== Task objective ==
Scan the records below for the word "type". Copy each line where it appears.

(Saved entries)
'''

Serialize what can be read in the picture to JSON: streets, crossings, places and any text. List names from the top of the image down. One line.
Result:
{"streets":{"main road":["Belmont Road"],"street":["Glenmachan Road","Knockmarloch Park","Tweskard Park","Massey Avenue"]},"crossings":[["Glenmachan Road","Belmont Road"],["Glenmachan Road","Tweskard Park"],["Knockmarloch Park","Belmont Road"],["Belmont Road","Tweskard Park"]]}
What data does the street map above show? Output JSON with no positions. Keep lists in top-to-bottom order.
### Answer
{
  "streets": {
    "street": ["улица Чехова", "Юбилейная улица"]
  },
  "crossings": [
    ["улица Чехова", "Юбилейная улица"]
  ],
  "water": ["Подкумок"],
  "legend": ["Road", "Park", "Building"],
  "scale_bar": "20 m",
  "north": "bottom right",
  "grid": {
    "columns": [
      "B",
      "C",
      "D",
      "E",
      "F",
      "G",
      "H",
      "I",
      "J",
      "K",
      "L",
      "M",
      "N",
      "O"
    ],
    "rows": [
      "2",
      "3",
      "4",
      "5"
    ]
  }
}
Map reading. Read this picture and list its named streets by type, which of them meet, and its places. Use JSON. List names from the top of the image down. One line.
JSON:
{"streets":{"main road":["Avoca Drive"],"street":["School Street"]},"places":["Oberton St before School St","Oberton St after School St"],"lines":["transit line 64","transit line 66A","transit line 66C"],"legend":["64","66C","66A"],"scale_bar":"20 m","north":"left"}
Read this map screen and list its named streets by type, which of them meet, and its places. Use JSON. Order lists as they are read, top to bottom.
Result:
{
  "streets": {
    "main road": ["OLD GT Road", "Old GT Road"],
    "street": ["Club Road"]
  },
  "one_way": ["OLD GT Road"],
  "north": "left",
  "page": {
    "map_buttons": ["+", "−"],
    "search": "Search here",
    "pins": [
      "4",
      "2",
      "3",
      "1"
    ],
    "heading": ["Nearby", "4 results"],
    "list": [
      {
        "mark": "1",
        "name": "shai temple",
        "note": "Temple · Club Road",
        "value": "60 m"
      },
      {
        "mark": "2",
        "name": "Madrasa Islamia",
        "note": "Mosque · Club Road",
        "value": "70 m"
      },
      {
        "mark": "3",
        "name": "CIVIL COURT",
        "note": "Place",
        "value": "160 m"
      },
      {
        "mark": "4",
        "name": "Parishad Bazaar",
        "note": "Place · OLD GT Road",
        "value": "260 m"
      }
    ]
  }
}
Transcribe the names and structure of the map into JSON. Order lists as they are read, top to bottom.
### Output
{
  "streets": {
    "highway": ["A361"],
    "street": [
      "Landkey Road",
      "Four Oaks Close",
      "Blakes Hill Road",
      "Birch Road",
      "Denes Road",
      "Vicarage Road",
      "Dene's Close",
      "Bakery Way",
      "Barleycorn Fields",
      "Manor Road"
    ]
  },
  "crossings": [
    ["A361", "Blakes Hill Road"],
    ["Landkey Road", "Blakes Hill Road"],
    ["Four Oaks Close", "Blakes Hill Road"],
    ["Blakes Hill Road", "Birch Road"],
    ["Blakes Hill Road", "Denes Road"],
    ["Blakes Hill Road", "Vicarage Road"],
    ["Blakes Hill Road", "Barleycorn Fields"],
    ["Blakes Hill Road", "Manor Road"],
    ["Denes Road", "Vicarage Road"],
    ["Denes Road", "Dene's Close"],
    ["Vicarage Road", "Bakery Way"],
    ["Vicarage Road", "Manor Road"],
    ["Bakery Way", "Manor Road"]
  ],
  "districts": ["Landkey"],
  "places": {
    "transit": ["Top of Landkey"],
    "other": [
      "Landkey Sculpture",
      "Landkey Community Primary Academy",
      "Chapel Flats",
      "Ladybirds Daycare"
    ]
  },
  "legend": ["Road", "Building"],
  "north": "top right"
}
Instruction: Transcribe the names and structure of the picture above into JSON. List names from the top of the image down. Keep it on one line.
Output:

'''

== Task output ==
Map reading. Read this picture and list its named streets by type, which of them meet, and its places. Use JSON. List names from the top of the image down. One line.
Read this map screen and list its named streets by type, which of them meet, and its places. Use JSON. Order lists as they are read, top to bottom.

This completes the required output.